El ascensor de la torre norte tardó mucho en bajar. Sobre la puerta no había números iluminados que indicaran los pisos por los que iba pasando y, mientras esperaba, silbé por lo bajo. Este tipo de conductas es un recurso habitual de los policías para mantener los nervios bajo control.

Se oyó un débil pitido, pero durante un momento no sucedió nada. Fue un momento muy largo. Por fin, la puerta automática se abrió. Entré en la cabina y pulsé el piso número veintiséis, que era el último. Al cabo de un instante, la puerta se cerró y de nuevo se produjo un largo instante de espera.

Volví a pulsar el botón y el aparato se puso en marcha con una sacudida. Procedente de arriba, al otro lado del techo de la cabina, me llegó un extraño sonido, como un gruñido, algo que nunca había oído en un ascensor y, más tenue, el chirrido de los cables: cric, cric, cric. Dentro de la cabina sí que había números iluminados que permitían al pasajero comprobar el avance. El número dos permaneció iluminado un tiempo exageradamente largo. Luego el tres. Más crujidos desde arriba. El cuatro… el cinco… el seis…

Si hubiera sabido que iba a tardar tanto, me habría llevado algo para leer, pensé. Aquella queja mental era una expresión de mi mal humor. En el trabajo tomaba ascensores continuamente, pero éste me estaba irritando.

Al llegar al piso veintiséis, el aparato se detuvo, pero por un momento, no sucedió nada. La puerta permaneció cerrada.

– Vamos -murmuré entre dientes. El funcionamiento deficiente del ascensor no auguraba nada bueno.

La puerta se abrió y salí al descansillo. Caminé hasta el segundo apartamento y llamé.

¿Y si Ghislaine se había confundido?, pensé mientras aguardaba.

La puerta se abrió unos pocos centímetros, lo que daba de sí una cadena de seguridad, y una cara masculina apareció en la ranura, aunque lo hizo unos tres palmos más abajo de donde cabía esperar. Cuando comprendí por qué, me quedé sin habla.

– ¿En qué puedo ayudarte? -dijo el hombre al cabo.

– ¿Eres…? -Tosí para aclarar la mucosidad que tenía en la garganta-. ¿Eres Cisco? Ghislaine Morris me ha dado tu nombre. Necesitaría que me visitases.

Cisco cerró de un portazo. Al otro lado sonó la cadena y la puerta se abrió de par en par. El hombre se hizo a un lado, retrocediendo en la silla de ruedas para dejarme entrar.

Resultaba difícil calcular su estatura, pero su cuerpo sentado en la silla se veía largo y magro. Vestía una sudadera gris por la que asomaba el cuello de la camiseta que llevaba debajo, la misma camiseta que asomaba en las caderas sobre los pantalones azules de un mono de mecánico. Iba descalzo, tenía la cara delgada y el pelo, negro y desgreñado, le llegaba hasta el hombro.

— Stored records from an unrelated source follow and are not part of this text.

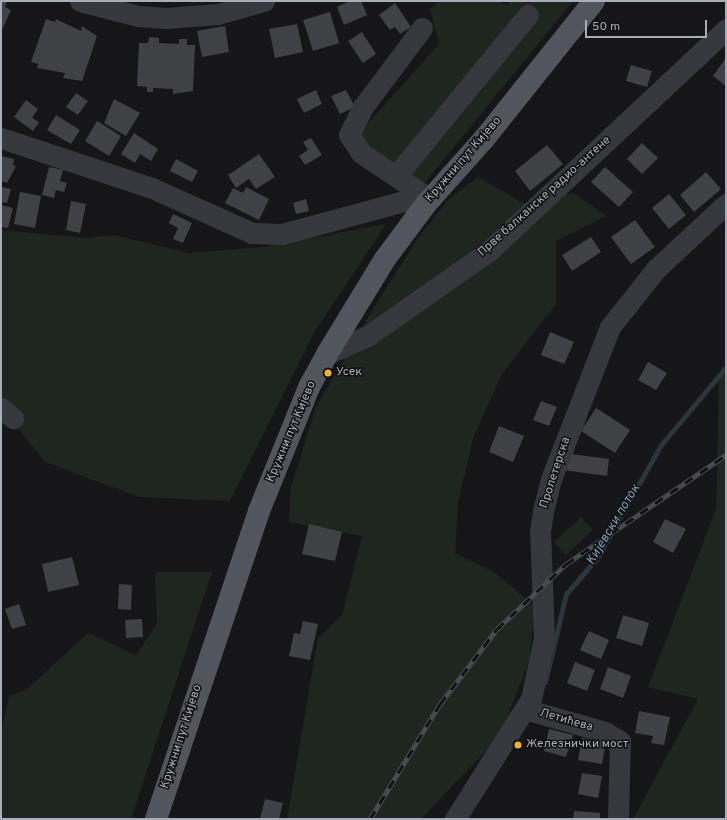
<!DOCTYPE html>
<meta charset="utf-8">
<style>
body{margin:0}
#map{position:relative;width:727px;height:820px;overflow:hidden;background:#161618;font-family:Overpass,sans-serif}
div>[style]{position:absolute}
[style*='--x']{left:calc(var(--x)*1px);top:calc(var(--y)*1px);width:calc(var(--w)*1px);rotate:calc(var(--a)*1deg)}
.green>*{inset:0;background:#1e261f}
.stream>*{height:5px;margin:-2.5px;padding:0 2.5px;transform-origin:2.5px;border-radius:2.5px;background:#2c353c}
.building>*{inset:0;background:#404145}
.minor>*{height:21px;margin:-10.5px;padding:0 10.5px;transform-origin:10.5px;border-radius:10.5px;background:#37383d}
.major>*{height:22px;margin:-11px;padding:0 11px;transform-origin:11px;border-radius:11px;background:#53555c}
.rail>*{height:4.5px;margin-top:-2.25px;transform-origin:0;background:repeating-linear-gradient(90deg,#111113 0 9px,#4a4c52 0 18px);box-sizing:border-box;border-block:1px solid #4a4c52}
.dots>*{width:11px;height:11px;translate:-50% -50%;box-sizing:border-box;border:2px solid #111113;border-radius:50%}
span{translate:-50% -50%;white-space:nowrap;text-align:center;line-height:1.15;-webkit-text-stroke:3px #111113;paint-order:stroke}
.street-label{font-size:12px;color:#a8adb8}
.poi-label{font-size:12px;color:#a8adb8}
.left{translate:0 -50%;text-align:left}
.water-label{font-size:13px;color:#7f9bb3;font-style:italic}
.frame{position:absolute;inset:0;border:2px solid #a8adb8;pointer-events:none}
.scale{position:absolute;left:585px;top:20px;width:122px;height:18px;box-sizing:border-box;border:2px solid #a8adb8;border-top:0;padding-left:5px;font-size:12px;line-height:14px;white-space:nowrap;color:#a8adb8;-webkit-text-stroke:3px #111113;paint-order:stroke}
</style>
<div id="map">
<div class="green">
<div style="clip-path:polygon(440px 1px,500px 1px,507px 6px,510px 1px,573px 1px,423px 185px,355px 138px,439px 44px,430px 9px)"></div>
<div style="clip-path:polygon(478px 177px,523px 203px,574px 193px,606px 216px,556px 241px,556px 304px,502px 374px,473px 438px,458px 503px,455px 553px,494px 572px,535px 606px,529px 661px,500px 736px,421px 819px,287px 819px,318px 638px,342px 615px,362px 536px,289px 522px,291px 487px,316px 407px,373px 309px,420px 235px,450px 198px)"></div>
<div style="clip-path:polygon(386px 224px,315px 331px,230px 501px,139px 497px,45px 462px,1px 407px,1px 230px,84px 238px,114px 235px,189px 253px,263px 247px)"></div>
<div style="clip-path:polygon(726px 367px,726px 819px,633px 819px,698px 699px,648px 687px,716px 509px,719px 372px)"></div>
<div style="clip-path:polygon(581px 517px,593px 530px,566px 555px,554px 542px)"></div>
<div style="clip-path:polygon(155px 572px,212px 572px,131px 819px,1px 819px,1px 733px,9px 696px,27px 689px,88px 633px,136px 655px,157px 624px)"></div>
</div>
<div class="stream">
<div style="--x:545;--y:682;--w:90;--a:-76.6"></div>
<div style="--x:566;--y:594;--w:48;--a:-49.3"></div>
<div style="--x:597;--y:558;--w:130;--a:-60.5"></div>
<div style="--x:661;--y:445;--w:102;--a:-50.2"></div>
</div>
<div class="building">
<div style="clip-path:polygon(1px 1px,7px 1px,5px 7px,11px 10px,1px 32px)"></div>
<div style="clip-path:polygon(350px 1px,361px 1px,367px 15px,344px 25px,337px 7px)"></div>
<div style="clip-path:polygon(395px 3px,411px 27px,400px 34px,395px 27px,390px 30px,379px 15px)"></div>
<div style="clip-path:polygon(330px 12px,339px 43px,313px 51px,303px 20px)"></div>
<div style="clip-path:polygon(46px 19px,55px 22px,56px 19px,81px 31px,82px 26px,97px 36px,82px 81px,63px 78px,65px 73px,37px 68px,38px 64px,31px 62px)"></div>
<div style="clip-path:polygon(297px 24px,303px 52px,275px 58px,269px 29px)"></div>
<div style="clip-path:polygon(225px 26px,229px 52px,202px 57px,197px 31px)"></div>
<div style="clip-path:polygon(362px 32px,376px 54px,363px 63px,348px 41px)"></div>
<div style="clip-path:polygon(149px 37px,159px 38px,159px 43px,179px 44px,179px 39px,187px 39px,187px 45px,195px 45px,193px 91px,173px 94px,173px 89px,153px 88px,153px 92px,147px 92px,147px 87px,137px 86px,139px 43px,148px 43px)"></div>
<div style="clip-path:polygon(726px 58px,726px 86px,713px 76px)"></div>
<div style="clip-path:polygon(631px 65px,652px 71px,647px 87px,626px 81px)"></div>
<div style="clip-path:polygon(316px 90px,322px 104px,304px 113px,297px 99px)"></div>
<div style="clip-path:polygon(346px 90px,355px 107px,340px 114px,331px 96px)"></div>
<div style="clip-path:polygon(76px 93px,88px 101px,78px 115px,66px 107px)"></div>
<div style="clip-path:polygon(114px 99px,140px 113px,126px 136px,104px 123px)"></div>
<div style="clip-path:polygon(26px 100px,38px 109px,32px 118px,39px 122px,33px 131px,14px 117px)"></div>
<div style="clip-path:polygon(56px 115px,80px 130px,71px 144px,47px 130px)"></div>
<div style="clip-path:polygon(97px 121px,121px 136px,109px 156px,85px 141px)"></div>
<div style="clip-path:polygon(134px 133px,158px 149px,151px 161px,140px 154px,135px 163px,121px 154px)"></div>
<div style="clip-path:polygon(311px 138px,322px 155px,305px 165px,299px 156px,308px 150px,303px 142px)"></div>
<div style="clip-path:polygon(642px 143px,658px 158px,642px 174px,627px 159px)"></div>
<div style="clip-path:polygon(547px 145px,563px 164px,530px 191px,515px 171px)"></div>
<div style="clip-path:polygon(259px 154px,275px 177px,256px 189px,249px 179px,236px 188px,228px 175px)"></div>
<div style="clip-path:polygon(1px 156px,14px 159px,13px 165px,16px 166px,7px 183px,1px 181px)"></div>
<div style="clip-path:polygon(176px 159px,198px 171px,192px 182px,170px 171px)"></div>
<div style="clip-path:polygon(49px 167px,63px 170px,60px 181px,67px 183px,64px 192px,56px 190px,54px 198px,42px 195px)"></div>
<div style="clip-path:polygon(605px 167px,633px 192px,619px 207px,591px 182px)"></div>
<div style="clip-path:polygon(706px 172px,721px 189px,694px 212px,680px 195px)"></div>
<div style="clip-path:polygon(1px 187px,11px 189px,7px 203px,1px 202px)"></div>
<div style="clip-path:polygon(246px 187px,269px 199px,259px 220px,225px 203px,233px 188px,243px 193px)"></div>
<div style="clip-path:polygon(20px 192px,41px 196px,35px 228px,14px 224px)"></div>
<div style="clip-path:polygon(669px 194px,686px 215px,669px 229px,652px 208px)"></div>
<div style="clip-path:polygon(306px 199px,309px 211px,296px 214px,293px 203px)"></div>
<div style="clip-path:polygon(71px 201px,86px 204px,80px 233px,66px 230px)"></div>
<div style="clip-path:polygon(1px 205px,13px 208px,8px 228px,1px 227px)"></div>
<div style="clip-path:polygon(173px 214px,192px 223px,183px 243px,173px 239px,178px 228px,169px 223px)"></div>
<div style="clip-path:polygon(635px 220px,655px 247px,631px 264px,611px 237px)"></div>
<div style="clip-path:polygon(591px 237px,601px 252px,572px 271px,562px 255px)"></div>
<div style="clip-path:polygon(550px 332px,574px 342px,564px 364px,541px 355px)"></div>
<div style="clip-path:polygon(648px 362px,667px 373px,656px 390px,638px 380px)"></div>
<div style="clip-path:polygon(541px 401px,557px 407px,549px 426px,533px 420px)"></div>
<div style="clip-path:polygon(596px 408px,630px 430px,615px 453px,581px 431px)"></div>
<div style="clip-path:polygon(499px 426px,524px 436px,513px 462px,489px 452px)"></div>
<div style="clip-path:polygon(571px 454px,609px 459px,607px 476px,563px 470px)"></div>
<div style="clip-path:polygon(665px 519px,686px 529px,673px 553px,653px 542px)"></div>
<div style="clip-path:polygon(309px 524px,342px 532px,335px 561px,302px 554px)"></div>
<div style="clip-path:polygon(72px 557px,79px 585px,48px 592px,42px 564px)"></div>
<div style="clip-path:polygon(119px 584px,132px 585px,131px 610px,118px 609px)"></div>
<div style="clip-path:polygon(19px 604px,26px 625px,12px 629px,5px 609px)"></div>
<div style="clip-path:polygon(623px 615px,649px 623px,642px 646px,616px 638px)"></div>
<div style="clip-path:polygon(142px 619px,143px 637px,126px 638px,125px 620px)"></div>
<div style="clip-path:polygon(303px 621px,318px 624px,310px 660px,289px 656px,294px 633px,300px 634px)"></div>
<div style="clip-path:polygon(589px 631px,609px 640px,601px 659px,580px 650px)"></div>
<div style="clip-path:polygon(575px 662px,595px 670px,587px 691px,567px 683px)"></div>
<div style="clip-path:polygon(608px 667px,631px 676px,623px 698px,600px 689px)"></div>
<div style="clip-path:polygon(639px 711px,670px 717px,664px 745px,651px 743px,653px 736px,635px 733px)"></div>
<div style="clip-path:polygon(549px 729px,573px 735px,566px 757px,544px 751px)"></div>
<div style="clip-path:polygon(582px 738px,606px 742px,602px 764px,578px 760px)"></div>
<div style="clip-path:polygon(582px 773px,602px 776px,598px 798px,578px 794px)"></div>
<div style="clip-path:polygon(265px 799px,283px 803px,279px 819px,260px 819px)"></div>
<div style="clip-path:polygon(574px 811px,600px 813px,600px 819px,573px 819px)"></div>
</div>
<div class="minor">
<div style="--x:80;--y:1;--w:60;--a:14.5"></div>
<div style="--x:138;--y:16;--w:28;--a:4"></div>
<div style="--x:166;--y:18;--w:52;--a:-4.4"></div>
<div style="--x:218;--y:14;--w:48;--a:-15.8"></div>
<div style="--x:422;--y:28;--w:99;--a:126.8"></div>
<div style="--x:363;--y:107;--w:31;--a:117"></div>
<div style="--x:349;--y:135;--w:22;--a:56"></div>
<div style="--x:361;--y:153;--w:83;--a:33.7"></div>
<div style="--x:1;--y:138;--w:159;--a:18.3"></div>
<div style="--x:152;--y:188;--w:110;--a:24.2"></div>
<div style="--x:252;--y:233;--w:30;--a:2"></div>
<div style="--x:282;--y:234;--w:126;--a:-15.1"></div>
<div style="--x:404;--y:201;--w:22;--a:8"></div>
<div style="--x:396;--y:176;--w:208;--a:-50.7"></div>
<div style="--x:327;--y:354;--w:46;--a:-24.3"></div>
<div style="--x:369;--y:335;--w:146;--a:-35"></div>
<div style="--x:489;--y:251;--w:325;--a:-43.1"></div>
<div style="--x:1;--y:408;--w:16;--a:40"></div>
<div style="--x:528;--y:710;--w:80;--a:15.9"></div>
<div style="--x:605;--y:732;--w:17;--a:31"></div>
<div style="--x:620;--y:741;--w:78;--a:91.5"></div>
<div style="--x:455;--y:819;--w:142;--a:-57.7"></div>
<div style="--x:531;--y:699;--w:62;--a:-78"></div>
<div style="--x:544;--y:638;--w:107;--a:-92.1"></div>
<div style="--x:540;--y:531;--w:20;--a:-81"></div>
<div style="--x:543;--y:511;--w:33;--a:-76"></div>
<div style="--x:551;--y:479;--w:163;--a:-68.8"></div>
<div style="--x:610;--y:327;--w:74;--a:-51.6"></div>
<div style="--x:656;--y:269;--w:96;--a:-42.9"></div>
</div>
<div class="major">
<div style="--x:156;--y:819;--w:325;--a:-71.5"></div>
<div style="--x:259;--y:511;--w:134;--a:-68"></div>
<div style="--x:309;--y:387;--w:38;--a:-61"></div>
<div style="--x:327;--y:354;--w:111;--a:-58.6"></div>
<div style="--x:385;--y:259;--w:69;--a:-53.3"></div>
<div style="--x:426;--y:204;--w:87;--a:-48.3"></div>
<div style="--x:484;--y:139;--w:176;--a:-51.4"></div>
</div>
<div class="rail">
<div style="--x:370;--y:819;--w:135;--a:-58.7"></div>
<div style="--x:440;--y:704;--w:94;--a:-52.8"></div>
<div style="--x:497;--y:629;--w:95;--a:-43.3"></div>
<div style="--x:566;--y:564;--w:194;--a:-34.3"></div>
</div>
<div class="dots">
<div style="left:328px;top:373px;background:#f2b134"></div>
<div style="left:518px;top:745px;background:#f2b134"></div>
</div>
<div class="street-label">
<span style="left:464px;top:160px;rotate:-49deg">Кружни пут Кијево</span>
<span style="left:545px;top:197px;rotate:-42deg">Прве балканске радио-антене</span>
<span style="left:292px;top:432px;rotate:-67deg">Кружни пут Кијево</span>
<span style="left:556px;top:473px;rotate:-72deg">Пролетерска</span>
<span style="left:566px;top:721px;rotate:16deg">Летићева</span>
<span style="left:182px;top:737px;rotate:-72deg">Кружни пут Кијево</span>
</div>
<div class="poi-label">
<span class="left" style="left:336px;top:373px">Усек</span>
<span class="left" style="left:526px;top:745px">Железнички мост</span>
</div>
<div class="water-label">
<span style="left:614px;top:525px;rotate:-59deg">Кијевски поток</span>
</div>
<div class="frame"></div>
<div class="scale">50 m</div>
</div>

A decir verdad, no escondía lo que hacía. Detrás de él vi unas estanterías bajas llenas de libros de medicina y de anatomía. En la pared había un diploma enmarcado y donde todo el mundo habría puesto el sofá, él tenía una mesa larga cubierta con una capa de papel desechable. Parecía la camilla de exploración de un médico, pero era más baja, adecuada a la altura desde la que Cisco tenía que afrontar el mundo. Una lámpara colgaba del techo encima de la mesa. A los pies de ésta había una arqueta, como un baúl pequeño y, más atrás, un archivador de dos cajones.

– ¿No te encuentras bien? -preguntó Cisco.

– Tengo un resfriado muy malo -respondí-. O la gripe.

– Hummm -gruñó Cisco, evasivo.

– ¿Cuánto cobras? -quise saber.

– Luego hablaremos de eso -respondió-. Casi todos los resfriados se curan en una semana -explicó-, incluso sin ningún tratamiento. No entiendo por qué quieres que te visite.

Quizá aquel tipo tenía un radar tan fino que le permitía captar la presencia de un policía mucho mejor que cualquier otra persona de las que yo había conocido y, sin embargo, dadas las circunstancias, resultaba difícil tenerle miedo. A menos que escondiera una pistola debajo de aquella camiseta.

– Nunca me pongo enferma -expliqué, sorbiendo los mocos-. Precisamente por eso, este resfriado me saca de quicio. Me gustaría asegurarme de que no esconde otra enfermedad.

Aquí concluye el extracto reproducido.